■ TASK OBJECTIVE: Exactly as written, print each of the entries.

..........

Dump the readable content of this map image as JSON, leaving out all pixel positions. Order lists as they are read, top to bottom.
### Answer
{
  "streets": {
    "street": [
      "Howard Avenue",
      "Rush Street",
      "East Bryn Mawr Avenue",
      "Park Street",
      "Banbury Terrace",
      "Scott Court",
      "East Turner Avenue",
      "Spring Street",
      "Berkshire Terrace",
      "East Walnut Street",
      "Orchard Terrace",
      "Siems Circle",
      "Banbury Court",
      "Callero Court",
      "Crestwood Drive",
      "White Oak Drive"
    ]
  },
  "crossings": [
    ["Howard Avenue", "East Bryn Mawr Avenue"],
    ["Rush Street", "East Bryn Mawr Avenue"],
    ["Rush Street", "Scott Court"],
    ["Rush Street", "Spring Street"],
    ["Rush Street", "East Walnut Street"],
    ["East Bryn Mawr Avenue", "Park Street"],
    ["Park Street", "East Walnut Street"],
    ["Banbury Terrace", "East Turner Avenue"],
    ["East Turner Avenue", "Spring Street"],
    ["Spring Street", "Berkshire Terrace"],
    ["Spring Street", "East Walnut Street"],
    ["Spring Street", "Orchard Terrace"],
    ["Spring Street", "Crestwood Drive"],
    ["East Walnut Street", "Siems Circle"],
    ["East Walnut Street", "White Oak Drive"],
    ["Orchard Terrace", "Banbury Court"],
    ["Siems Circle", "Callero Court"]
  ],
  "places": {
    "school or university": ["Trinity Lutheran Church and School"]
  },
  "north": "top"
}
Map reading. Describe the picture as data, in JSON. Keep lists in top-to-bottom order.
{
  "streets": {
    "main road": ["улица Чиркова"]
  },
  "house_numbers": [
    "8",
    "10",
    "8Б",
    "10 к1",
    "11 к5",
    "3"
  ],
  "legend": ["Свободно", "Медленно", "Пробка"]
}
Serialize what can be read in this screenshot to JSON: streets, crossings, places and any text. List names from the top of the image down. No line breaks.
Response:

..........

■ WRITTEN ANSWER:
Dump the readable content of this map image as JSON, leaving out all pixel positions. Order lists as they are read, top to bottom.
### Answer
{
  "streets": {
    "street": [
      "Howard Avenue",
      "Rush Street",
      "East Bryn Mawr Avenue",
      "Park Street",
      "Banbury Terrace",
      "Scott Court",
      "East Turner Avenue",
      "Spring Street",
      "Berkshire Terrace",
      "East Walnut Street",
      "Orchard Terrace",
      "Siems Circle",
      "Banbury Court",
      "Callero Court",
      "Crestwood Drive",
      "White Oak Drive"
    ]
  },
  "crossings": [
    ["Howard Avenue", "East Bryn Mawr Avenue"],
    ["Rush Street", "East Bryn Mawr Avenue"],
    ["Rush Street", "Scott Court"],
    ["Rush Street", "Spring Street"],
    ["Rush Street", "East Walnut Street"],
    ["East Bryn Mawr Avenue", "Park Street"],
    ["Park Street", "East Walnut Street"],
    ["Banbury Terrace", "East Turner Avenue"],
    ["East Turner Avenue", "Spring Street"],
    ["Spring Street", "Berkshire Terrace"],
    ["Spring Street", "East Walnut Street"],
    ["Spring Street", "Orchard Terrace"],
    ["Spring Street", "Crestwood Drive"],
    ["East Walnut Street", "Siems Circle"],
    ["East Walnut Street", "White Oak Drive"],
    ["Orchard Terrace", "Banbury Court"],
    ["Siems Circle", "Callero Court"]
  ],
  "places": {
    "school or university": ["Trinity Lutheran Church and School"]
  },
  "north": "top"
}
Map reading. Describe the picture as data, in JSON. Keep lists in top-to-bottom order.
{
  "streets": {
    "main road": ["улица Чиркова"]
  },
  "house_numbers": [
    "8",
    "10",
    "8Б",
    "10 к1",
    "11 к5",
    "3"
  ],
  "legend": ["Свободно", "Медленно", "Пробка"]
}
Serialize what can be read in this screenshot to JSON: streets, crossings, places and any text. List names from the top of the image down. No line breaks.
Response:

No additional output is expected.